Monday, March 31, 2008

Monday, March 03, 2008

the only way to punish a newspaper for baseless, degrading and irresponsible journalism is to hit them where it hurts. that's why, friends, i am canceling my years-long subscription to the washington post today.

there's no eloquent way to respond to a piece of garbage that reads more like a 15-year-old boy's rant than an opinion piece to be run in any newspaper, let alone the washington post. there's no way to argue against bold-faced lies about clinton's campaign. there's no way to refute the scientific facts that allegedly support the premise that women are an inferior breed when those facts aren't presented. oh, except that part about how women are in more, though significantly less serious, car accidents. and i don't even think she represented that study accurately.

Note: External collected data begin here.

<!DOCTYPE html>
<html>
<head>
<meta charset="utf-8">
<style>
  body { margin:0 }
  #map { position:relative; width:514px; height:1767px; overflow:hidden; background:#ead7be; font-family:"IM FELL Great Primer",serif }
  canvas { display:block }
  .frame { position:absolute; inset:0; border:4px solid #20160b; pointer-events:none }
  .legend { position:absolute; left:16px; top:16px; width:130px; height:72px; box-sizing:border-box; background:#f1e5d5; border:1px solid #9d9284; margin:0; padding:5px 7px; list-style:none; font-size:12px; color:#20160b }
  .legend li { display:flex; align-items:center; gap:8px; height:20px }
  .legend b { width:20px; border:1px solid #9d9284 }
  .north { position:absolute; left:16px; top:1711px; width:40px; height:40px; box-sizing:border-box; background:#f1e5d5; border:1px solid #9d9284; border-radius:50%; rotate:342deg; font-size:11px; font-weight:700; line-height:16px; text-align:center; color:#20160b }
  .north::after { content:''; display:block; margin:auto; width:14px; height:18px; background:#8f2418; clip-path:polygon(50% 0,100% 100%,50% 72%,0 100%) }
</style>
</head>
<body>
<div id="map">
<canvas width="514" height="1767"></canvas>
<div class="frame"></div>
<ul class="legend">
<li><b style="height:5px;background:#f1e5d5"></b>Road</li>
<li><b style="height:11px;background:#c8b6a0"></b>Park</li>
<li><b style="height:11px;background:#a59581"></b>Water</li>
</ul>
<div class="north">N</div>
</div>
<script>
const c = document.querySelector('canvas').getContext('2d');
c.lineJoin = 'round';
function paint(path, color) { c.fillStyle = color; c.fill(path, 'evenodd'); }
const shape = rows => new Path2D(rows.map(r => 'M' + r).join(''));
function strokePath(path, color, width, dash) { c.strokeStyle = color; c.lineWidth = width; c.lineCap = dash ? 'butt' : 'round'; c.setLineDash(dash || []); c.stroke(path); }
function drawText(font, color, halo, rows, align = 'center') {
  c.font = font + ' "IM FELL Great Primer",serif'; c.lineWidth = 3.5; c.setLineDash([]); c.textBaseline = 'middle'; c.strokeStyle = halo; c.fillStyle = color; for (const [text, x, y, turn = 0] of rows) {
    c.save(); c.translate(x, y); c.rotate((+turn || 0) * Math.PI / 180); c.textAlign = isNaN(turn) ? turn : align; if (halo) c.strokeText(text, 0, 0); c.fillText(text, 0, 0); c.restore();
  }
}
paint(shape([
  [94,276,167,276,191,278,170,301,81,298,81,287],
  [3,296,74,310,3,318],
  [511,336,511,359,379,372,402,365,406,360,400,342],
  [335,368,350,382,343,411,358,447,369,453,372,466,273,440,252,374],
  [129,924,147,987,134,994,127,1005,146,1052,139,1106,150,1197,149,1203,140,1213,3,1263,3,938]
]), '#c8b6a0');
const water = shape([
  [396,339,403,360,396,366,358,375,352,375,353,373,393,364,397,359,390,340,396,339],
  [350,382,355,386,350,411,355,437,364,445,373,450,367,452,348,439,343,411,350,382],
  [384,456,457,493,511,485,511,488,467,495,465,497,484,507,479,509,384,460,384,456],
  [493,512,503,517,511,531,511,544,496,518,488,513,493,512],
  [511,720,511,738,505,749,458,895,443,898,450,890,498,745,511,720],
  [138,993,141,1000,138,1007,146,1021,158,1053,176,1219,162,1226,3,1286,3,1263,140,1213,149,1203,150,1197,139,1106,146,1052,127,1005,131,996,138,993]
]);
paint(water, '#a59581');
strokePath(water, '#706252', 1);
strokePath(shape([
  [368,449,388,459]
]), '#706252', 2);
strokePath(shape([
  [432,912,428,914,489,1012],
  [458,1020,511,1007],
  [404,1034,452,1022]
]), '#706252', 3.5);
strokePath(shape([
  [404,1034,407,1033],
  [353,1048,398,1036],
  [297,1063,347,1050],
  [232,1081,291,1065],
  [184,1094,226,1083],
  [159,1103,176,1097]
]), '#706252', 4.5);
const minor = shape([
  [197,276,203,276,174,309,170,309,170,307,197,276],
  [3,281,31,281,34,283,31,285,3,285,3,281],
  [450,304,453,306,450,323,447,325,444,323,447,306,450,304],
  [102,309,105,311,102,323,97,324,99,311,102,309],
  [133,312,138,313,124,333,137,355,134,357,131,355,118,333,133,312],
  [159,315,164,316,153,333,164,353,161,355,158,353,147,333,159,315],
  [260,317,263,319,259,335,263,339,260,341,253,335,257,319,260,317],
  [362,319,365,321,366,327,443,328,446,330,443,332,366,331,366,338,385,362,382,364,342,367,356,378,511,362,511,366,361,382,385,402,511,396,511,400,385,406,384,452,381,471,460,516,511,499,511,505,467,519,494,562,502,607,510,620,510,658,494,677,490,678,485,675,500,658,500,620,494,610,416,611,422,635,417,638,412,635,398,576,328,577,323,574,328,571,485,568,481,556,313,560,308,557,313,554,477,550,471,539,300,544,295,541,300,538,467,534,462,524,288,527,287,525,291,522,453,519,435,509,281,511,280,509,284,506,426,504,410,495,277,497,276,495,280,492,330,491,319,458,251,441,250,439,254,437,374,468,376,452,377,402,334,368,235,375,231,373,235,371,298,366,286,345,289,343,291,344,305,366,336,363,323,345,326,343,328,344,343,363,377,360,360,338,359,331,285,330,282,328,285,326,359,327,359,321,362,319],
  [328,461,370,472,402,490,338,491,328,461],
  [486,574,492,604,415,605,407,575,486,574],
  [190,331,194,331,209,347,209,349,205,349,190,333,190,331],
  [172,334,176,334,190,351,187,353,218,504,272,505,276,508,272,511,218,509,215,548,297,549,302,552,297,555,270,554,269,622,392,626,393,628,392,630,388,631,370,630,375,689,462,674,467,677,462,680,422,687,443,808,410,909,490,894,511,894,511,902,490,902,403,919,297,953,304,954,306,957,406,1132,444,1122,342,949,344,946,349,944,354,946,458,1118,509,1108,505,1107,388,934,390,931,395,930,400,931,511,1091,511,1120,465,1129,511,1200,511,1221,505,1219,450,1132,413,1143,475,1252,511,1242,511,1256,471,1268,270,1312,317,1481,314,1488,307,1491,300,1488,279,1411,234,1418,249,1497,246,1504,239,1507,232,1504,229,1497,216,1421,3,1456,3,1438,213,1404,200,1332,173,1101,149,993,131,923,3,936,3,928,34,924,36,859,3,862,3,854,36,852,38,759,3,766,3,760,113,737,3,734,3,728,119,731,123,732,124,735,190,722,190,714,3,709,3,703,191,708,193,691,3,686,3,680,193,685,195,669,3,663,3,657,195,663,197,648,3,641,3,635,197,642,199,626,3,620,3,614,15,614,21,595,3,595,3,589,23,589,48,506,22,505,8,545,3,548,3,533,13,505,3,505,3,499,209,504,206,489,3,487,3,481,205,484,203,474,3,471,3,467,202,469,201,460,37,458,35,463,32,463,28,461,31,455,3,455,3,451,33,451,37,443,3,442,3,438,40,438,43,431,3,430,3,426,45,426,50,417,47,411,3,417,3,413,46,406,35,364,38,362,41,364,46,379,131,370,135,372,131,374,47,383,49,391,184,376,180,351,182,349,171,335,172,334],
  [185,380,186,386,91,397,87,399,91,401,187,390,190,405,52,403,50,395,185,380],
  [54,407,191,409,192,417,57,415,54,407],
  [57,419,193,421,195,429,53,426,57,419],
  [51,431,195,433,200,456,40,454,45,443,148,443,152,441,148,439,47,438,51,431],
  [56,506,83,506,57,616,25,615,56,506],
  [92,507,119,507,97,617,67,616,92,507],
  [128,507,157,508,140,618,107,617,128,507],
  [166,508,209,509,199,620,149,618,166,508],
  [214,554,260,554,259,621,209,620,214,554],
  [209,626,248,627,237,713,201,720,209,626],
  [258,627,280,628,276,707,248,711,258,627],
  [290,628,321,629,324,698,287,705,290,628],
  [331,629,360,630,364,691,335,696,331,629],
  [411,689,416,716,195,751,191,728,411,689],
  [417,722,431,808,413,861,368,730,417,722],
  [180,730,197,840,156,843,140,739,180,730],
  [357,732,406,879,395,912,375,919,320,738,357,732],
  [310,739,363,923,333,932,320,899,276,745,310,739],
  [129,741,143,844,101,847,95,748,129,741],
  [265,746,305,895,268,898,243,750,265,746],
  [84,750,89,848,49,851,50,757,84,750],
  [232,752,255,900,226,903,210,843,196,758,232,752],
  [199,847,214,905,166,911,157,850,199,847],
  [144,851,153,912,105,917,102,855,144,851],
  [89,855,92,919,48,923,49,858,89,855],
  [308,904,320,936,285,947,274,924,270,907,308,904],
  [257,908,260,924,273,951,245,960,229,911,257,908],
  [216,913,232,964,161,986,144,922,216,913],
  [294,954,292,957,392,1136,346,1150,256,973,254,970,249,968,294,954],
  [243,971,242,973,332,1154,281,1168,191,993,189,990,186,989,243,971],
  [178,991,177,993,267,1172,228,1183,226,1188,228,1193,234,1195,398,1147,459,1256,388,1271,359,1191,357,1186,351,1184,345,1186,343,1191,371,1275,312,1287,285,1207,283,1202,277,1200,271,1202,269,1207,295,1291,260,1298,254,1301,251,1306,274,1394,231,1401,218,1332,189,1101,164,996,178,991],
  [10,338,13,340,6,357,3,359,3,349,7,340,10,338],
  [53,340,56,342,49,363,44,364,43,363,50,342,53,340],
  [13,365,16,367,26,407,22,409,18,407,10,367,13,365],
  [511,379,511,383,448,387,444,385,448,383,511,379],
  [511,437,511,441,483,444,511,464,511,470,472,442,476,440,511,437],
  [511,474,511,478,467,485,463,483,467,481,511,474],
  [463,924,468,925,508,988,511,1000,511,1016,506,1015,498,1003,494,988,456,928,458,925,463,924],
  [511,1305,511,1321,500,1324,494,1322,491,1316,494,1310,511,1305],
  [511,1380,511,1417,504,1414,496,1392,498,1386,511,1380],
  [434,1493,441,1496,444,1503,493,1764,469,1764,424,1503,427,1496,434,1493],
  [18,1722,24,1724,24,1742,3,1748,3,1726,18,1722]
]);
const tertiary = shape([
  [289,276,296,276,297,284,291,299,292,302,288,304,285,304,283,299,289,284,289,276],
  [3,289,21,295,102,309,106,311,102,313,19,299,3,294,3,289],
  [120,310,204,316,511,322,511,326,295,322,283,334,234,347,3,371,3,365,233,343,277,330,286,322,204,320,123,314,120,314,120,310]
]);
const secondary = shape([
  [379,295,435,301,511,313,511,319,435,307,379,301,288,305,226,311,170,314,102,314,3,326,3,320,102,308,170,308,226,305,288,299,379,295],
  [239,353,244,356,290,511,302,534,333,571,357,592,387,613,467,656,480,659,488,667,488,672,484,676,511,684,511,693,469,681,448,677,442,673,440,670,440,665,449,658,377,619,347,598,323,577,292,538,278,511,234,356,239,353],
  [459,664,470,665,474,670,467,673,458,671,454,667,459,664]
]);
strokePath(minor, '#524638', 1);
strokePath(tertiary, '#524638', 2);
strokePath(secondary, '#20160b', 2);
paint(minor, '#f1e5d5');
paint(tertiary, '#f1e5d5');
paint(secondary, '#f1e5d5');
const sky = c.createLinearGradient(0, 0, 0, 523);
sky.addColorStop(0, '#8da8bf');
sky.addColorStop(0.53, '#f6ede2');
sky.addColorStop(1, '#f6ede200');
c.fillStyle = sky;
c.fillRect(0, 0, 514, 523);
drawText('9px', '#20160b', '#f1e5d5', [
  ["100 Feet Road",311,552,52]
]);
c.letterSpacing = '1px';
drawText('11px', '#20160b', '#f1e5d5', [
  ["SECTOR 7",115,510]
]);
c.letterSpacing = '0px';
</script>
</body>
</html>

even if i could refute it, who cares? does the post really care if a bunch of people are yammering online about how irresponsible they are? it does get people talking, right? and reading the newspaper?

i think everyone who was as shocked by charlotte allen's dribble as i was should cancel their subscriptions. hold this newspaper to a higher standard. frankly, they've not even risen to a standard i would have expected in rural michigan 20 years ago. let alone here, now, from this paper.

doesn't this speak to how our society has still not moved past gender stereotypes that we've long since decided were inappropriate based on religion or race? doesn't this deserve the same outrage we'd give a similar article making these gross generalizations based on religion or race? doesn't this deserve an end to whatever patronage you provide to the washington post?